▸ **Required action**:
In the data below, find every line with the word "function" and copy it out.

Stored data:
**********

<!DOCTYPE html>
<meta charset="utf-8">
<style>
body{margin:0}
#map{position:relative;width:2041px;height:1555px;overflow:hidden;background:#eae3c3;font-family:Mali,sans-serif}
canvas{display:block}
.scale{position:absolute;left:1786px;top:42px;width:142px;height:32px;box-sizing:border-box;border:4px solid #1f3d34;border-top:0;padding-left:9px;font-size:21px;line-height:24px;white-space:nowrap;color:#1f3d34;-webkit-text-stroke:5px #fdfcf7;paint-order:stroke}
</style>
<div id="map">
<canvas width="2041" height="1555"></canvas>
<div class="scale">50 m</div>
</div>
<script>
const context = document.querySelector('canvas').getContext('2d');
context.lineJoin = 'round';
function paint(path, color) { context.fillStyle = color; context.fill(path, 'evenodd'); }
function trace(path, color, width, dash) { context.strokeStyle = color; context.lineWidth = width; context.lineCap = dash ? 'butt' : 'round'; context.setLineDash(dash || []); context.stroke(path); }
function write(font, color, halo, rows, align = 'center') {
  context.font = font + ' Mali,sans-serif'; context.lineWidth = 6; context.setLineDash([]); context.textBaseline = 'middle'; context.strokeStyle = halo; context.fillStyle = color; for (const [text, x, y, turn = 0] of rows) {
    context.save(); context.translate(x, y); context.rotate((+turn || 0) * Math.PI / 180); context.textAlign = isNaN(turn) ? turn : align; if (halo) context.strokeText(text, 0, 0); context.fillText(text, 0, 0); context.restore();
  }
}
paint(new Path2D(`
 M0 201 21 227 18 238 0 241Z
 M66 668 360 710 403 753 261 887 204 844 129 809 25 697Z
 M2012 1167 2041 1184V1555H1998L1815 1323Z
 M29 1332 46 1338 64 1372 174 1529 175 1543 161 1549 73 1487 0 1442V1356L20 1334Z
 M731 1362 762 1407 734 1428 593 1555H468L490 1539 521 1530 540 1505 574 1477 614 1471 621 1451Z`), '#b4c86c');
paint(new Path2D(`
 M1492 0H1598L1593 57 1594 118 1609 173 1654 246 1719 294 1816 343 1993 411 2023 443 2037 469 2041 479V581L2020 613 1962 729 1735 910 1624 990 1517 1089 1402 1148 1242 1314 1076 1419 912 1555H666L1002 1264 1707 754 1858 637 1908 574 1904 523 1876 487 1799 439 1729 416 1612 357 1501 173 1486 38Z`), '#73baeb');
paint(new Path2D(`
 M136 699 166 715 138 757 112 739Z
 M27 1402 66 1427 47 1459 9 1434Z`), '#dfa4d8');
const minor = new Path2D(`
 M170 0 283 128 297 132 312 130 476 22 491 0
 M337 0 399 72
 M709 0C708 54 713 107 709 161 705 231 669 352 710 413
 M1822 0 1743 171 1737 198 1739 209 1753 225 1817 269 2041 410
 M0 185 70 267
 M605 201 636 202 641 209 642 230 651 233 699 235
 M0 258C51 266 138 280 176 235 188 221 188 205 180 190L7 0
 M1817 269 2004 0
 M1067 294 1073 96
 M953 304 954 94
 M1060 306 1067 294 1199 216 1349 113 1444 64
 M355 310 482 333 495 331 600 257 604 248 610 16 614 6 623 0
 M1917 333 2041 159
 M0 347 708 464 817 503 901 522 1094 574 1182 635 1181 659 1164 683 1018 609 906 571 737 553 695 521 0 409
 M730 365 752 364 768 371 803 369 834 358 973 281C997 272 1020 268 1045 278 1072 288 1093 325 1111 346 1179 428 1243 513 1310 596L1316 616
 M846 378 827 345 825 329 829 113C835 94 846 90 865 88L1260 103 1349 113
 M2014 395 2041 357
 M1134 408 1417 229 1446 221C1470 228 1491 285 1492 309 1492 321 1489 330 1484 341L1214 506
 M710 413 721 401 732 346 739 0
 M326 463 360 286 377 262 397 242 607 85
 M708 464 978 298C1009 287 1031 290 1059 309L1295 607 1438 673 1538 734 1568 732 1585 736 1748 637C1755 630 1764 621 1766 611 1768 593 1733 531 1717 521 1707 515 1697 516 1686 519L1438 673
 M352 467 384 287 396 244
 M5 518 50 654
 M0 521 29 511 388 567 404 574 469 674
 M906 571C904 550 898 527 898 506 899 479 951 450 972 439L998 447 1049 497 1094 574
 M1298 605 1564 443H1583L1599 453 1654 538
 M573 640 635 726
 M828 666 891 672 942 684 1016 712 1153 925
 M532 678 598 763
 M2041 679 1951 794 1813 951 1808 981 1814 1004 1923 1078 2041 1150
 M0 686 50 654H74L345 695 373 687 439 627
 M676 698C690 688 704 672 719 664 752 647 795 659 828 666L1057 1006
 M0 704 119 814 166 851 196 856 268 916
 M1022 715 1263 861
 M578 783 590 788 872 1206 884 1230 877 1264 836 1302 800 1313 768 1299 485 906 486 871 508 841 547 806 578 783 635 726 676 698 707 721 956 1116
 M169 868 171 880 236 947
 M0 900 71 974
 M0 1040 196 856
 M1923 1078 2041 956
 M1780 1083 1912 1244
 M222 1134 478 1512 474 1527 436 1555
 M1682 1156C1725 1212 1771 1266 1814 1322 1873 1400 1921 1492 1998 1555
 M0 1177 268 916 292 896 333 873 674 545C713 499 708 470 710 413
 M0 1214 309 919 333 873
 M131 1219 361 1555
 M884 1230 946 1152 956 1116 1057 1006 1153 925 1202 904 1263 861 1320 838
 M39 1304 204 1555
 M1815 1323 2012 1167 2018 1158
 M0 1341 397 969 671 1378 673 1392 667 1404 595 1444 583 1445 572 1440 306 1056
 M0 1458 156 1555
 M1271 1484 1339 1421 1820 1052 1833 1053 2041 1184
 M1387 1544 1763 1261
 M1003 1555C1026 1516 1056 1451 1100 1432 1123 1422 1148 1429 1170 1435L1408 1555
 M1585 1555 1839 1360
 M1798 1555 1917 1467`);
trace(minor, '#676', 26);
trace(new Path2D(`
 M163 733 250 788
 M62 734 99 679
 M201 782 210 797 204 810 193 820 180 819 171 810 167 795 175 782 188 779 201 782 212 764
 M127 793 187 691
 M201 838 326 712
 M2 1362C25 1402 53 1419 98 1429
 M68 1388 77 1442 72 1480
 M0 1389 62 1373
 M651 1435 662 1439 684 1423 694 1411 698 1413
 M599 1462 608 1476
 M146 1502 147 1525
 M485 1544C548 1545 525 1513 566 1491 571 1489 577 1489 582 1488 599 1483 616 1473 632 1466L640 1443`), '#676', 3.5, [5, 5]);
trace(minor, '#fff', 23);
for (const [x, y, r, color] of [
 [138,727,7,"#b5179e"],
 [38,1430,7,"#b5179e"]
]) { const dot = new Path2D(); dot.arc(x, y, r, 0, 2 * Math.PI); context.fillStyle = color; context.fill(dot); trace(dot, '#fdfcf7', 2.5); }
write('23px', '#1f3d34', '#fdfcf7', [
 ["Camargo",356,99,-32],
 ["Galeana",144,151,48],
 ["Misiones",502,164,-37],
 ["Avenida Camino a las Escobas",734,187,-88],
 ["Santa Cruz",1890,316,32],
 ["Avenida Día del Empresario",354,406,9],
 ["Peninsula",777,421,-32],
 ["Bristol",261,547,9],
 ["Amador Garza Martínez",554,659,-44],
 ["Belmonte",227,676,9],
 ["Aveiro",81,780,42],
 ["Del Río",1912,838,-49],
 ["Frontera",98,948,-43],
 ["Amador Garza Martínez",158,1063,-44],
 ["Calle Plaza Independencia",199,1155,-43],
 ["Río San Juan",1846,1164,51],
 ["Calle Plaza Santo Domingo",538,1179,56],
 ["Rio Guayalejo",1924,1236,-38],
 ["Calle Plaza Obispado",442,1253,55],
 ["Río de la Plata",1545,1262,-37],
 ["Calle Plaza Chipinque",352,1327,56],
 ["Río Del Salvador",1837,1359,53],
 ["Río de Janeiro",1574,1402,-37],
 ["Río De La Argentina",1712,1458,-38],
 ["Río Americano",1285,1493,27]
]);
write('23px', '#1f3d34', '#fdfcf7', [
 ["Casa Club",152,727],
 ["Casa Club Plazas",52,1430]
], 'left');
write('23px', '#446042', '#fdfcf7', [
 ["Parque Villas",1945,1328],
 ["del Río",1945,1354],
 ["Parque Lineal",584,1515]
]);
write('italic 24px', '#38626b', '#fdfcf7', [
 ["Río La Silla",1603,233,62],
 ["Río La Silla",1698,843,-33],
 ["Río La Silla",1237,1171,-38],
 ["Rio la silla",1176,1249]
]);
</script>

**********

▸ **Response box**:
function paint(path, color) { context.fillStyle = color; context.fill(path, 'evenodd'); }
function trace(path, color, width, dash) { context.strokeStyle = color; context.lineWidth = width; context.lineCap = dash ? 'butt' : 'round'; context.setLineDash(dash || []); context.stroke(path); }
function write(font, color, halo, rows, align = 'center') {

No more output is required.